Por moneda forera se conoce el derecho real instaurado durante la Baja Edad Media y cobrado durante casi toda la Edad Moderna por parte del monarca castellano a sus súbditos en concepto del uso que los mismos hacían de la moneda legal en curso. Sustentado en la regalía y, por tanto, monopolio de la acuñación de moneda por parte de la corona, el cobro de este derecho equivalía al arrendamiento de una propiedad privada: el rey ponía a disposición de la población la moneda salida de sus cecas a cambio de recibir una determinada cantidad de dinero por parte de cada vecino (cabeza de familia) usufructuario de dicho numerario. Durante la mayor parte de su periodo de recaudación (a partir de 1452, en el reinado de Juan II), el pago se llevó a cabo cada seis años y su valor se tasó en una blanca: moneda corriente de circulación desde el siglo XV equivalente a ocho maravedíes en Castilla, las Extremaduras y las fronteras y a seis en León.
El hecho de que la moneda fuera considerada propiedad del rey implicaba, no solo el derecho y exclusividad de su fabricación, sino también la capacidad de alterar su valor. Es por ello, explica Ramón Carande, que la aceptación del pago de esta contribución al monarca-propietario por parte de sus vasallos-usuarios desde principios del siglo XIII fue tomada como una forma de comprometer al fabricante con la estabilidad del valor de la moneda, disuadiéndole de la tentación de fortalecer su erario mediante el envilecimiento del metal, mala práctica que podía debilitar seriamente la economía de las ciudades castellano-leonesas en un momento de franco despegue comercial. De este modo, la moneda forera puede ser entendida, más que como una tasa, impuesto o derecho, como un acuerdo por el que, literalmente, se vendía la moneda a los súbditos por un tiempo de modo que ya no pudiera ser alterada por el monarca.

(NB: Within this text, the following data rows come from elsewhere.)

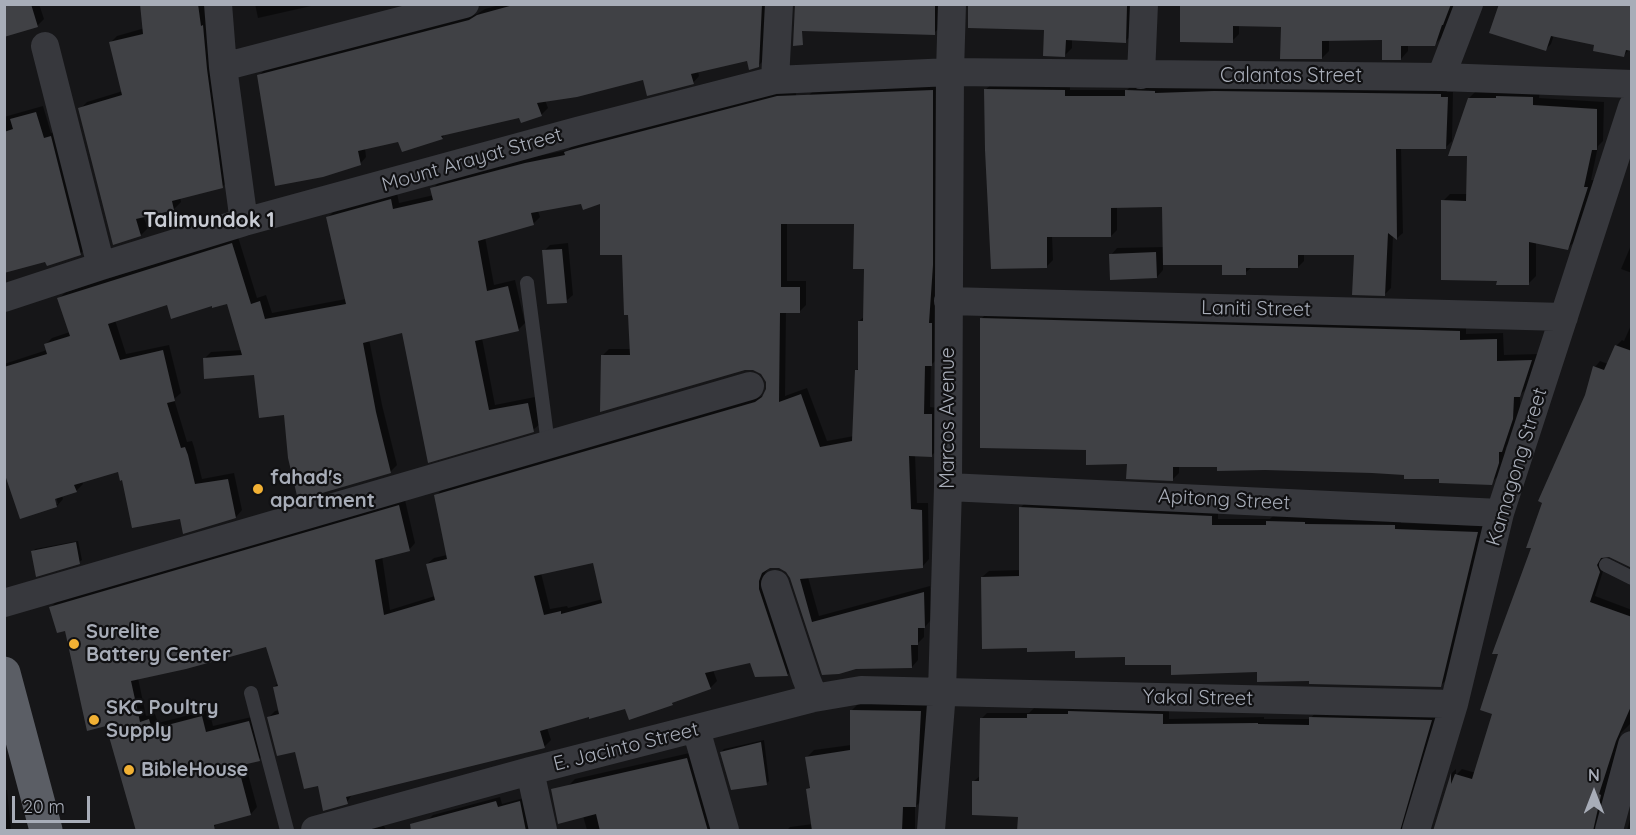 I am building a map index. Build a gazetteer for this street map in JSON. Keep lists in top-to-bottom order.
{
  "streets": {
    "street": [
      "Calantas Street",
      "Mount Arayat Street",
      "Laniti Street",
      "Marcos Avenue",
      "Kamagong Street",
      "Apitong Street",
      "Yakal Street",
      "E. Jacinto Street"
    ]
  },
  "crossings": [
    ["Calantas Street", "Mount Arayat Street"],
    ["Calantas Street", "Marcos Avenue"],
    ["Mount Arayat Street", "Marcos Avenue"],
    ["Laniti Street", "Marcos Avenue"],
    ["Laniti Street", "Kamagong Street"],
    ["Marcos Avenue", "Apitong Street"],
    ["Marcos Avenue", "Yakal Street"],
    ["Marcos Avenue", "E. Jacinto Street"],
    ["Kamagong Street", "Apitong Street"],
    ["Kamagong Street", "Yakal Street"],
    ["Yakal Street", "E. Jacinto Street"]
  ],
  "districts": ["Talimundok 1"],
  "places": [
    "fahad's apartment",
    "Surelite Battery Center",
    "SKC Poultry Supply",
    "BibleHouse"
  ],
  "scale_bar": "20 m",
  "north": "top"
}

Desde finales del siglo XI, el incremento de la actividad bélica frente al islam obligó a los reyes castellanoleoneses a pedir un esfuerzo contributivo a sus reinos, en principio extraordinario, pero que acabaría por volverse ordinario o forero, como ocurrió con la institución del petium, documentado desde tiempos de Alfonso VII, rey de León entre 1126 y 1157. En este contexto surge la moneda forera, cuya primera noticia data de tiempos del rey Alfonso IX de León (1188-1230), quien vendió la regalía a las gentes de la tierra del Duero por siete años, recibiendo por compra de esta moneda sendos maravedís.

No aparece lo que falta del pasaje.